* **DATA EXTRACT**:
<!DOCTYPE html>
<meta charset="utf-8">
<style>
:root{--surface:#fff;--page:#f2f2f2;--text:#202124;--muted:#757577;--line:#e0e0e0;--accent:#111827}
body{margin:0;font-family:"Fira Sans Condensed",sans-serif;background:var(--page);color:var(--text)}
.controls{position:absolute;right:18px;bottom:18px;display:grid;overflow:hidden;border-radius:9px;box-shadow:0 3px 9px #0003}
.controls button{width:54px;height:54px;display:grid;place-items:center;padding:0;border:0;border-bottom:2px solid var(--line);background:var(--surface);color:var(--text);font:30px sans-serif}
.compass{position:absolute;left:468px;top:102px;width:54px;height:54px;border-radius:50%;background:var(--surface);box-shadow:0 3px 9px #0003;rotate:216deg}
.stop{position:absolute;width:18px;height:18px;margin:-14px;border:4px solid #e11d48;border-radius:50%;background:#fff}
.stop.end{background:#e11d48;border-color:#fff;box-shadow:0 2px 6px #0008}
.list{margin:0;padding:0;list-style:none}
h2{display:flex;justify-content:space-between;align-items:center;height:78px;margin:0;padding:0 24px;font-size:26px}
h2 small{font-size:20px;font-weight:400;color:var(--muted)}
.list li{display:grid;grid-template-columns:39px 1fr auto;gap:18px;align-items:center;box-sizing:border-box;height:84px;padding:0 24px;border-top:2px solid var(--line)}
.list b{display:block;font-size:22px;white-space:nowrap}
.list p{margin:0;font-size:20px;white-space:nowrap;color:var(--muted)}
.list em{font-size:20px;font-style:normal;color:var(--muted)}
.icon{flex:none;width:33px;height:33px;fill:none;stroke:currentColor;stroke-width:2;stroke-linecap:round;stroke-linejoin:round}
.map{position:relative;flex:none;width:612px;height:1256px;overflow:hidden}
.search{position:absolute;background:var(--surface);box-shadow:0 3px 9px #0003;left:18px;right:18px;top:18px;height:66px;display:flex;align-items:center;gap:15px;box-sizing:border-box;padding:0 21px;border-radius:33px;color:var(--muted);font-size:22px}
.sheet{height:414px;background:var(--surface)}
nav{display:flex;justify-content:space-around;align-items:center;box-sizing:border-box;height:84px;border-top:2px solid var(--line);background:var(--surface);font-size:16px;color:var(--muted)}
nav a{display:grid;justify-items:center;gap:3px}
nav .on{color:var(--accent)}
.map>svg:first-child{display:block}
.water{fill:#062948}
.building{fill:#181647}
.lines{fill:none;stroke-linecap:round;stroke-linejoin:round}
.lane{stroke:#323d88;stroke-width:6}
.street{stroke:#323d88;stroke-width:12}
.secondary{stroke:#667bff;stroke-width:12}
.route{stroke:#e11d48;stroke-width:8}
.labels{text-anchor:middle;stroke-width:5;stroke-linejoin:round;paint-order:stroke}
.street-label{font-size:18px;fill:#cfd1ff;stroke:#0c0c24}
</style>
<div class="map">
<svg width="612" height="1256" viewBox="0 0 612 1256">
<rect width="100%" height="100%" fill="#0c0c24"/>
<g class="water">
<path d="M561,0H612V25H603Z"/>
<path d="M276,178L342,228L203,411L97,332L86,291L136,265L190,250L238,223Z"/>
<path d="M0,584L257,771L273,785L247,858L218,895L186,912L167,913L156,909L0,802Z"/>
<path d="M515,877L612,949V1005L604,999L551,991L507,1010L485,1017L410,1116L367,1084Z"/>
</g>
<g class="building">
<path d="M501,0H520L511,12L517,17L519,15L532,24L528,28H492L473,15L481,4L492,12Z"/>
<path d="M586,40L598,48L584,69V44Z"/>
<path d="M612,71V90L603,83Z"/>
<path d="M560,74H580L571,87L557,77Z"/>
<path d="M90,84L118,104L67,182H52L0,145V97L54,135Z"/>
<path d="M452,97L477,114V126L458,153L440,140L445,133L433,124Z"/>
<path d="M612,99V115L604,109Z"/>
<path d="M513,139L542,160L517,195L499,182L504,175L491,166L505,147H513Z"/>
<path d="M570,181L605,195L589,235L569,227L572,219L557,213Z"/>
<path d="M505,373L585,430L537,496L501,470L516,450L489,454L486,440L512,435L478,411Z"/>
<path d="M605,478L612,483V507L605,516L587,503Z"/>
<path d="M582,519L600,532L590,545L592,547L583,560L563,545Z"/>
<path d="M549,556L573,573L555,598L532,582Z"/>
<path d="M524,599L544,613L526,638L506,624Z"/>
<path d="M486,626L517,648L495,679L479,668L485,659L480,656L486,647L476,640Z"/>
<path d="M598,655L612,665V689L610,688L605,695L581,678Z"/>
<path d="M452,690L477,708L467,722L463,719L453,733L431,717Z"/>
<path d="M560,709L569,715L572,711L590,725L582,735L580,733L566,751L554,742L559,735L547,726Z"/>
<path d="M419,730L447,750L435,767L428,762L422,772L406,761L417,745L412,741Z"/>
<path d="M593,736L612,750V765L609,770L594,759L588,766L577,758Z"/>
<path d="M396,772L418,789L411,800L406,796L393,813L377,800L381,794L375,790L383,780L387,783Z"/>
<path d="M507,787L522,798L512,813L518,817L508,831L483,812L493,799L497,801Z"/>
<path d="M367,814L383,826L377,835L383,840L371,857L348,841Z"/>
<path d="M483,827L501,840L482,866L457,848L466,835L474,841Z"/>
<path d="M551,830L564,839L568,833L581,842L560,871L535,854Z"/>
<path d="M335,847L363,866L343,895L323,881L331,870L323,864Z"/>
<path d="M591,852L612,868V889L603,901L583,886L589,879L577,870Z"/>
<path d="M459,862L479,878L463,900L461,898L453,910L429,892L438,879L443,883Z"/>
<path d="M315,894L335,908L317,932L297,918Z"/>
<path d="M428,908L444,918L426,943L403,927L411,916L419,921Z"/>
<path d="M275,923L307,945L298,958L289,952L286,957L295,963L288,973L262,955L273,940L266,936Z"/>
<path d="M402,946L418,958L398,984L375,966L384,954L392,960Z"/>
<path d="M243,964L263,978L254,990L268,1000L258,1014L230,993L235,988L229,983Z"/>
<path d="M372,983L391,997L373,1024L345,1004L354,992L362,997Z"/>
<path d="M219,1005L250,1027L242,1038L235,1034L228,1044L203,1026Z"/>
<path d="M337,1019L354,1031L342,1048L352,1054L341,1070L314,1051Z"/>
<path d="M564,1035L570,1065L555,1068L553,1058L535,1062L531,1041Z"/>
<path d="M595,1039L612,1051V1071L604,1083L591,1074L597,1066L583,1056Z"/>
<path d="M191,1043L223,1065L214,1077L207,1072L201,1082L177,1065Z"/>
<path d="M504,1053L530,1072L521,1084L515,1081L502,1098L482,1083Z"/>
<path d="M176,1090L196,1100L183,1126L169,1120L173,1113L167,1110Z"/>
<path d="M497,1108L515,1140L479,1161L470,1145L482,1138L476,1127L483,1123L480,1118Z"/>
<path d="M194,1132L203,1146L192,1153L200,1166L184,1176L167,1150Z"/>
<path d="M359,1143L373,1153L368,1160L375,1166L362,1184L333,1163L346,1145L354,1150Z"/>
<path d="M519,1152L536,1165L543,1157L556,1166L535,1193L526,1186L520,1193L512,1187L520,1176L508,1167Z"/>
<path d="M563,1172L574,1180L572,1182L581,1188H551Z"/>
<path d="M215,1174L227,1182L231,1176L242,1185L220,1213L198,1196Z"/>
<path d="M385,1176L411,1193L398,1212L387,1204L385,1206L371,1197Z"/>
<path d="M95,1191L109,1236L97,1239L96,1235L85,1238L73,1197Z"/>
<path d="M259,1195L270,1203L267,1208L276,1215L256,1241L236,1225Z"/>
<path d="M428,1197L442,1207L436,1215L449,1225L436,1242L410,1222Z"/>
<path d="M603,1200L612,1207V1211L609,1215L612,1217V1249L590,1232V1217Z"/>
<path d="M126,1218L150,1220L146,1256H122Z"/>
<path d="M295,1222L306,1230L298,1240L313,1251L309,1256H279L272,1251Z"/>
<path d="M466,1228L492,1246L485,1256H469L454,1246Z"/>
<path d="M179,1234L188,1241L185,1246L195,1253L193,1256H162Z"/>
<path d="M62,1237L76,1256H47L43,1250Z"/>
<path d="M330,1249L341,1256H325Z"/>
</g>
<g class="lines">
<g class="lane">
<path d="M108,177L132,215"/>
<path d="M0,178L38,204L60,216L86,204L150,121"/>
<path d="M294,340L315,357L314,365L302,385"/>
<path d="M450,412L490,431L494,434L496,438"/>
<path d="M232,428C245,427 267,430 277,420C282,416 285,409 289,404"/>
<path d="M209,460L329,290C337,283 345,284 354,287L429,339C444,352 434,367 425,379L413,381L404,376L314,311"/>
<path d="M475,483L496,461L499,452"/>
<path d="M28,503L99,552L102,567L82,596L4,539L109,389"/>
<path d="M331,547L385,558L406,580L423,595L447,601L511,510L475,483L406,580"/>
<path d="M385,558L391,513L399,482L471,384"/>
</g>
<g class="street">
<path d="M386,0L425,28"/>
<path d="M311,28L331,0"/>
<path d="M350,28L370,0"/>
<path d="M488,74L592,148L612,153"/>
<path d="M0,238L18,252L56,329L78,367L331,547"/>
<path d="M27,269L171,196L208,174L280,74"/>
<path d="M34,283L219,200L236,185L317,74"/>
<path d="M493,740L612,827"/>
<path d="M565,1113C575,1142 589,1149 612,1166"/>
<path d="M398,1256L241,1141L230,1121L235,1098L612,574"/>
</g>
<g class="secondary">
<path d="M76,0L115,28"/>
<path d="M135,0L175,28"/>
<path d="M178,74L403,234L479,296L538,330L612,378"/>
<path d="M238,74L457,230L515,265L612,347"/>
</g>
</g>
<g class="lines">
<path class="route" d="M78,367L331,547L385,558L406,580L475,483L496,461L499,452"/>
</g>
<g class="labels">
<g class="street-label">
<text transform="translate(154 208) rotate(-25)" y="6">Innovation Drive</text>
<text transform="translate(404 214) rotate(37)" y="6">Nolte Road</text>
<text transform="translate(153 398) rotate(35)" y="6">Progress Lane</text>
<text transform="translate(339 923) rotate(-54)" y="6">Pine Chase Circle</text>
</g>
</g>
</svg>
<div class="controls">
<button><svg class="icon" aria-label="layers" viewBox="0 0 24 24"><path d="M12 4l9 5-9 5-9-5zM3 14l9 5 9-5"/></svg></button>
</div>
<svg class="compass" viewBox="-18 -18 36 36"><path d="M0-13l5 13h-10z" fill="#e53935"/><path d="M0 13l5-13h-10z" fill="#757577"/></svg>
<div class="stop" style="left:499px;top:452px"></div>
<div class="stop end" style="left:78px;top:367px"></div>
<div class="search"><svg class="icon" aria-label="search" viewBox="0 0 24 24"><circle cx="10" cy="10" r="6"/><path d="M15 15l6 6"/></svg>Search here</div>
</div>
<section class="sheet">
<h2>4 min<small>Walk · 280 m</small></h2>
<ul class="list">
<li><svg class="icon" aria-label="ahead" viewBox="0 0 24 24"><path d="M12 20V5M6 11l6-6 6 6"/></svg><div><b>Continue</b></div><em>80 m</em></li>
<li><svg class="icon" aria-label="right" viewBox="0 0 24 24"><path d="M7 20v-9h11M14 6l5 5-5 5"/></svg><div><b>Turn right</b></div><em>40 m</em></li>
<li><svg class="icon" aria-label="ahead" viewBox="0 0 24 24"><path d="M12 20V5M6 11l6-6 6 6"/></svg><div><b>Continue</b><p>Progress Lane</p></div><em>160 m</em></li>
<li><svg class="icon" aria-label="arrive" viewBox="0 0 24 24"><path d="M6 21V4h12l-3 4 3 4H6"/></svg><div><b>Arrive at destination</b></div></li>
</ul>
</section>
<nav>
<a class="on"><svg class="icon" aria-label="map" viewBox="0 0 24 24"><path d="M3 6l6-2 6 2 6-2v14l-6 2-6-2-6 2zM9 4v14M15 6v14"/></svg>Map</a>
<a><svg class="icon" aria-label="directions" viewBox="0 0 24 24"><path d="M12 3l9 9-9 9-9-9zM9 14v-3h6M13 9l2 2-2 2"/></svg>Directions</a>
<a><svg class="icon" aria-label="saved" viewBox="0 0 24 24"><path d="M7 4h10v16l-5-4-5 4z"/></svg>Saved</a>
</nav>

* **PROBLEM DESCRIPTION**: Go through the records. Copy each line where "compass" appears.

* **WRITTEN SOLUTION**:
.compass{position:absolute;left:468px;top:102px;width:54px;height:54px;border-radius:50%;background:var(--surface);box-shadow:0 3px 9px #0003;rotate:216deg}
<svg class="compass" viewBox="-18 -18 36 36"><path d="M0-13l5 13h-10z" fill="#e53935"/><path d="M0 13l5-13h-10z" fill="#757577"/></svg>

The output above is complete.